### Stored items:
((
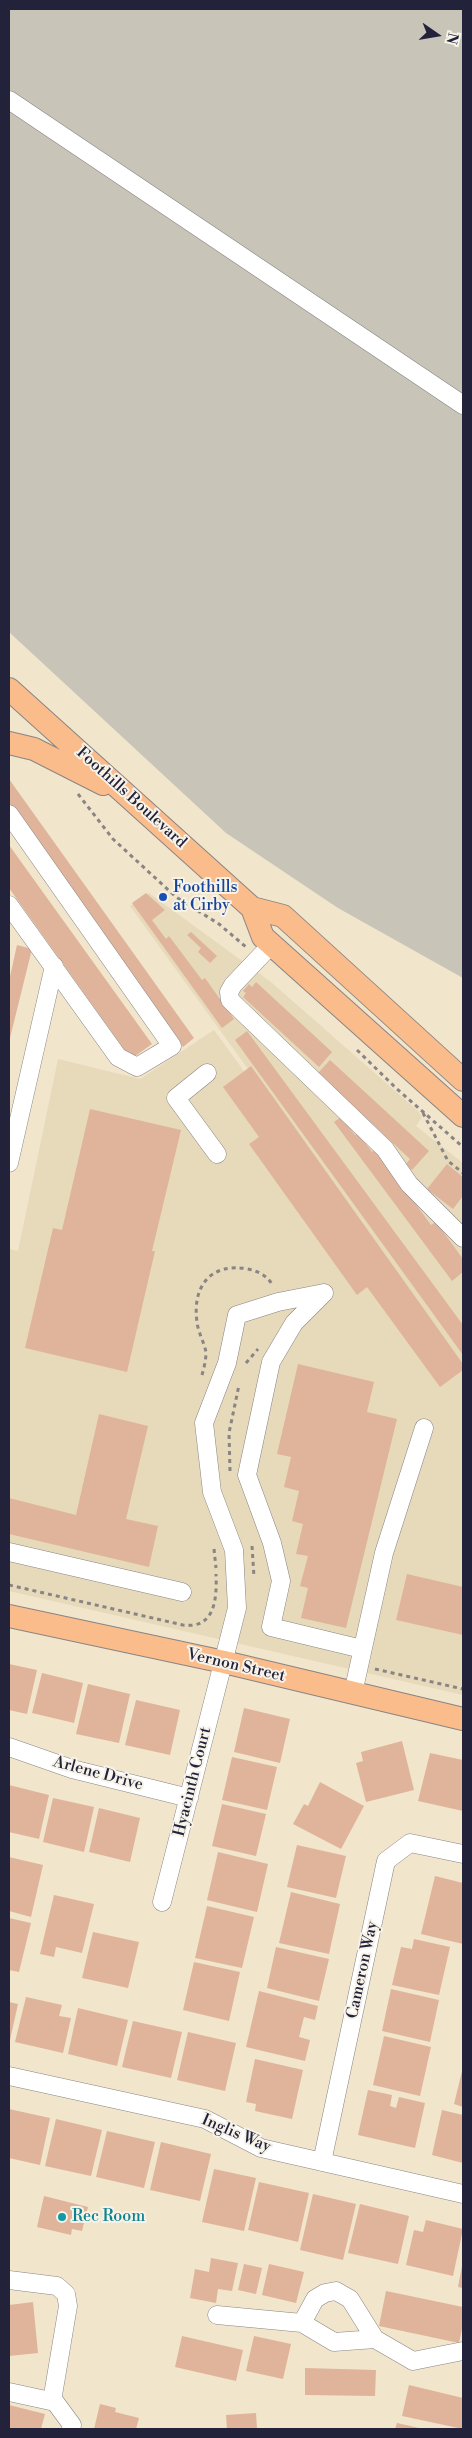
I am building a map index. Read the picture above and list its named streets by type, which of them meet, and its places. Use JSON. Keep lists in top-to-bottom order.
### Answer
{
  "streets": {
    "main road": ["Foothills Boulevard", "Vernon Street"],
    "street": [
      "Arlene Drive",
      "Hyacinth Court",
      "Cameron Way",
      "Inglis Way"
    ]
  },
  "crossings": [
    ["Vernon Street", "Hyacinth Court"],
    ["Arlene Drive", "Hyacinth Court"],
    ["Cameron Way", "Inglis Way"]
  ],
  "places": ["Foothills at Cirby", "Rec Room"],
  "north": "right"
}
))
### What you should do:
If an entry holds a picture, leave the picture out and repeat the rest exactly.

### Answer section:
I am building a map index. Read the picture above and list its named streets by type, which of them meet, and its places. Use JSON. Keep lists in top-to-bottom order.
### Answer
{
  "streets": {
    "main road": ["Foothills Boulevard", "Vernon Street"],
    "street": [
      "Arlene Drive",
      "Hyacinth Court",
      "Cameron Way",
      "Inglis Way"
    ]
  },
  "crossings": [
    ["Vernon Street", "Hyacinth Court"],
    ["Arlene Drive", "Hyacinth Court"],
    ["Cameron Way", "Inglis Way"]
  ],
  "places": ["Foothills at Cirby", "Rec Room"],
  "north": "right"
}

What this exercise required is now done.